--- INFORMATION SHOWN ---

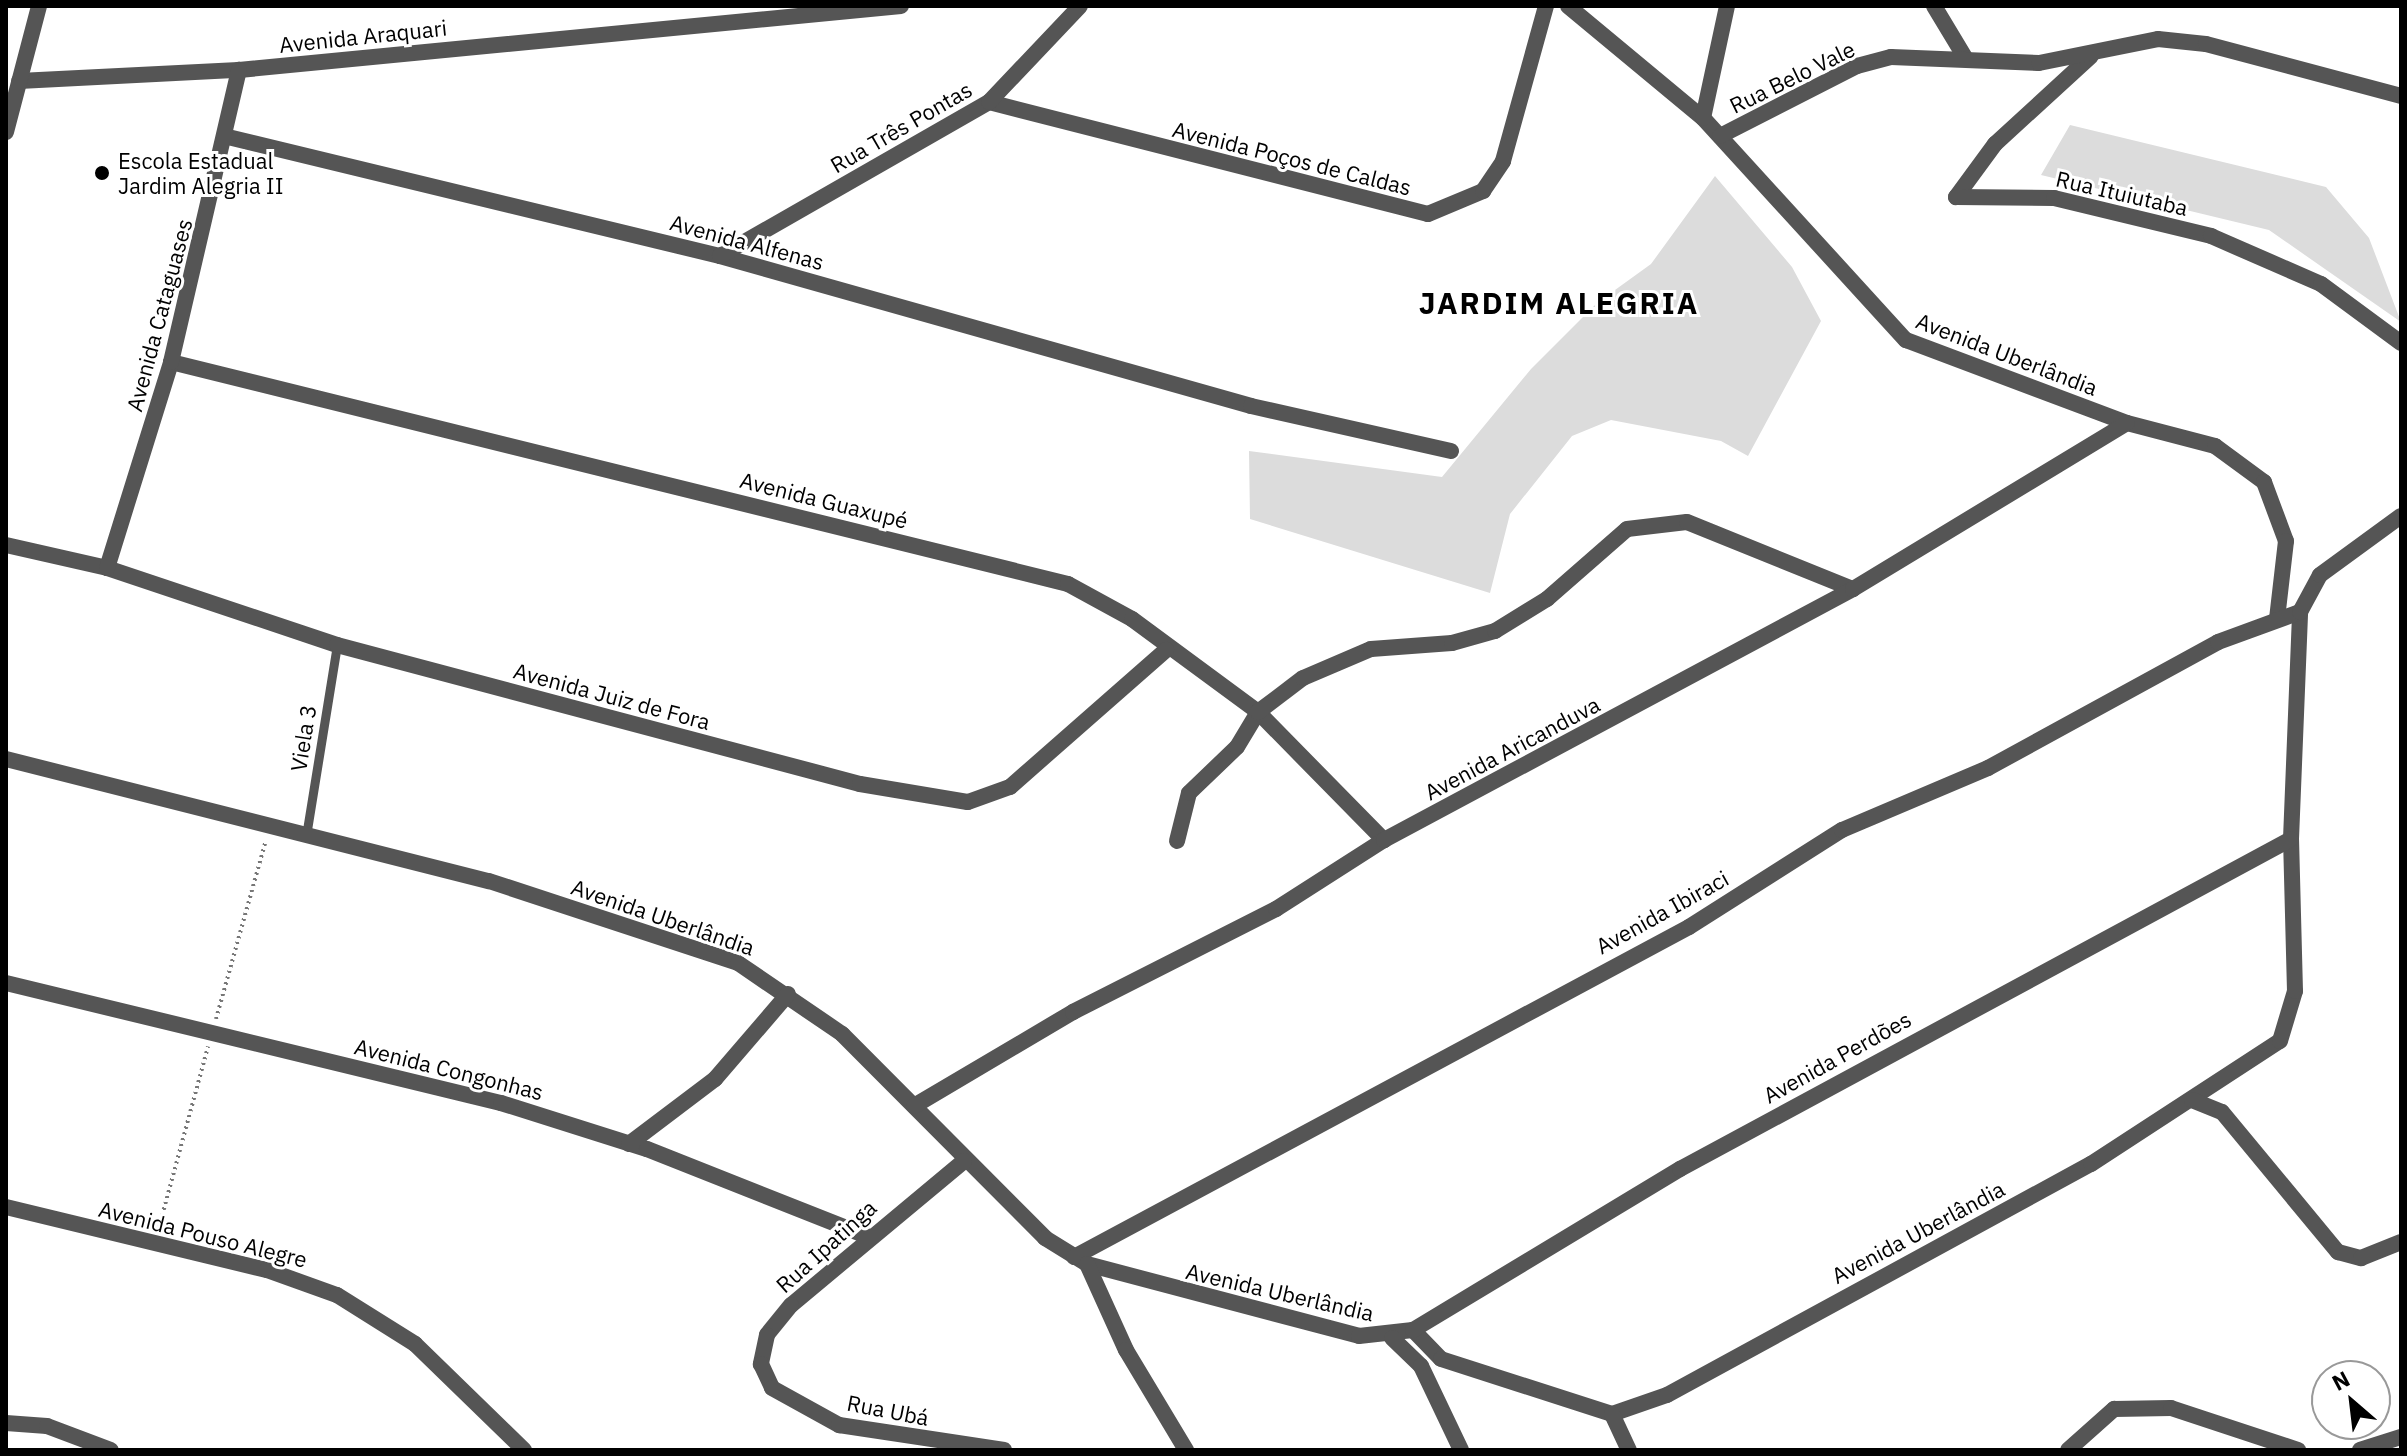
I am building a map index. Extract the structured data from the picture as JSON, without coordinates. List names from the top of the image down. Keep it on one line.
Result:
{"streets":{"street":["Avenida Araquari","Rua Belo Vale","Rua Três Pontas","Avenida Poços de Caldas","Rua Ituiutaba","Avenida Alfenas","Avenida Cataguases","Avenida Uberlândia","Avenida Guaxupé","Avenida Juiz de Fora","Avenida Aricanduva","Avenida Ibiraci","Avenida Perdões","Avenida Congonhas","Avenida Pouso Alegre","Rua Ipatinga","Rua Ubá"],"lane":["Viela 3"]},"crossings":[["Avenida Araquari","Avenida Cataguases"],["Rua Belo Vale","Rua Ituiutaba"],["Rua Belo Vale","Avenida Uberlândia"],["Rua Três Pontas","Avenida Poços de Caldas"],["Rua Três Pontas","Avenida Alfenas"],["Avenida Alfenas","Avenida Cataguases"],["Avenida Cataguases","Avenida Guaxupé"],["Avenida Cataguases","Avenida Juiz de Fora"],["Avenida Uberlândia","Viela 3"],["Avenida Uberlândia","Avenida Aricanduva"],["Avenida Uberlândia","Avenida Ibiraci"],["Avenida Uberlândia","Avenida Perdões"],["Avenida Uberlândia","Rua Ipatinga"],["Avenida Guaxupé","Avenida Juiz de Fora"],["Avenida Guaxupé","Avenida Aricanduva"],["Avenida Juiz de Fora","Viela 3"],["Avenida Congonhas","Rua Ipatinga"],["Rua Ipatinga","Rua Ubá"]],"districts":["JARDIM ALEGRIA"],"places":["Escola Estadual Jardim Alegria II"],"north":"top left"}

---

▸ INSTRUCTIONS TO FOLLOW:
Repeat the lines above precisely and skip every picture.

▸ COMPLETED EXERCISE:
I am building a map index. Extract the structured data from the picture as JSON, without coordinates. List names from the top of the image down. Keep it on one line.
Result:
{"streets":{"street":["Avenida Araquari","Rua Belo Vale","Rua Três Pontas","Avenida Poços de Caldas","Rua Ituiutaba","Avenida Alfenas","Avenida Cataguases","Avenida Uberlândia","Avenida Guaxupé","Avenida Juiz de Fora","Avenida Aricanduva","Avenida Ibiraci","Avenida Perdões","Avenida Congonhas","Avenida Pouso Alegre","Rua Ipatinga","Rua Ubá"],"lane":["Viela 3"]},"crossings":[["Avenida Araquari","Avenida Cataguases"],["Rua Belo Vale","Rua Ituiutaba"],["Rua Belo Vale","Avenida Uberlândia"],["Rua Três Pontas","Avenida Poços de Caldas"],["Rua Três Pontas","Avenida Alfenas"],["Avenida Alfenas","Avenida Cataguases"],["Avenida Cataguases","Avenida Guaxupé"],["Avenida Cataguases","Avenida Juiz de Fora"],["Avenida Uberlândia","Viela 3"],["Avenida Uberlândia","Avenida Aricanduva"],["Avenida Uberlândia","Avenida Ibiraci"],["Avenida Uberlândia","Avenida Perdões"],["Avenida Uberlândia","Rua Ipatinga"],["Avenida Guaxupé","Avenida Juiz de Fora"],["Avenida Guaxupé","Avenida Aricanduva"],["Avenida Juiz de Fora","Viela 3"],["Avenida Congonhas","Rua Ipatinga"],["Rua Ipatinga","Rua Ubá"]],"districts":["JARDIM ALEGRIA"],"places":["Escola Estadual Jardim Alegria II"],"north":"top left"}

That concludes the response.